A Polícia Federal e a Receita Federal deflagraram nesta quarta-feira (18), a Operação Iscariotes para desarticular uma organização criminosa suspeita de atuar no contrabando de eletrônicos de alto valor, com ramificações em Mato Grosso do Sul e Minas Gerais. Segundo a PF, o grupo importava mercadorias sem documentação fiscal e sem regularização aduaneira, usando rotas ilegais para abastecer Campo Grande e outras cidades, principalmente em território mineiro.
Entre os alvos presos em Mato Grosso do Sul estão os policiais civis Célio Rodrigues Monteiro, conhecido como Manga Rosa, e Edivaldo Quevedo da Fonseca, conforme informações divulgadas nesta manhã. As ordens judiciais também atingiram delegacias, residências de investigados e pontos comerciais, incluindo lojas no Camelódromo de Campo Grande.

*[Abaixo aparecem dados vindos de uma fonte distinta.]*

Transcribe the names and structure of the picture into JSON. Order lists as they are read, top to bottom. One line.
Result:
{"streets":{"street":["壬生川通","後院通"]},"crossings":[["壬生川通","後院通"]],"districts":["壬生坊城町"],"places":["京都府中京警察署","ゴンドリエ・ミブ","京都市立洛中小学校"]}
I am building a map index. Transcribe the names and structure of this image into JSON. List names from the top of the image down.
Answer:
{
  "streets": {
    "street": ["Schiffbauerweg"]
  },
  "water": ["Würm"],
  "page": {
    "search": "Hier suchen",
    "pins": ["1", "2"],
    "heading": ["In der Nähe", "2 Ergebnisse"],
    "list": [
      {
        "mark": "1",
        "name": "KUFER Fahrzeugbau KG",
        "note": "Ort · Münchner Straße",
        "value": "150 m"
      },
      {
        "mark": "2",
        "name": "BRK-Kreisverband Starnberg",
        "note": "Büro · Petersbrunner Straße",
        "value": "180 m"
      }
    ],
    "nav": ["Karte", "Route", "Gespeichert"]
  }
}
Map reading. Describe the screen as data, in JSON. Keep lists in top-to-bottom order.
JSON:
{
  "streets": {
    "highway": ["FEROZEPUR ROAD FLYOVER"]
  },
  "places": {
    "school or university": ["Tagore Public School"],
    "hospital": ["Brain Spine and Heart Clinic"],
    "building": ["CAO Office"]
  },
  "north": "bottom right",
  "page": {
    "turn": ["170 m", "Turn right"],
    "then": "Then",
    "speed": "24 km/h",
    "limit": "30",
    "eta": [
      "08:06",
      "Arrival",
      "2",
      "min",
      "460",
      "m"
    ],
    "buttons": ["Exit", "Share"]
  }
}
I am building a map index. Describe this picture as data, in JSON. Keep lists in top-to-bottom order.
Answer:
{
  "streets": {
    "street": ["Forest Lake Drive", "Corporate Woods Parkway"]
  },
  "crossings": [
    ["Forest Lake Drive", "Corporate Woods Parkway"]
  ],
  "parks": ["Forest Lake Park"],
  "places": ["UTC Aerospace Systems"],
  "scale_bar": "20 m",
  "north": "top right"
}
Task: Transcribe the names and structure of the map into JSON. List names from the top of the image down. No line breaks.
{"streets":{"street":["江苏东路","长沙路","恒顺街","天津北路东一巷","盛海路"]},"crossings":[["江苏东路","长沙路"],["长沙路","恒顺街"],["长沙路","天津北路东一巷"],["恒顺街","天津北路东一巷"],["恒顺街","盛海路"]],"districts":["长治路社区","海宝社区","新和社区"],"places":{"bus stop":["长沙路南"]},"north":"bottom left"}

De acordo com a Polícia Federal, a investigação apontou que a organização recrutava agentes de segurança pública, da ativa e aposentados, para facilitar a atuação do esquema. Esses servidores, segundo a apuração, teriam usado informações sigilosas de sistemas policiais oficiais, além de atuar no transporte e na proteção das cargas ilegais.
A ofensiva judicial inclui quatro prisões preventivas, 31 mandados de busca e apreensão, suspensão de dois investigados das funções públicas, uso de tornozeleira eletrônica para um dos alvos e suspensão do porte de arma de seis investigados. Ainda segundo a PF, 12 pessoas físicas e jurídicas tiveram R$ 40 milhões bloqueados, além do sequestro de ao menos 10 imóveis e 12 veículos, e da suspensão das atividades de seis empresas.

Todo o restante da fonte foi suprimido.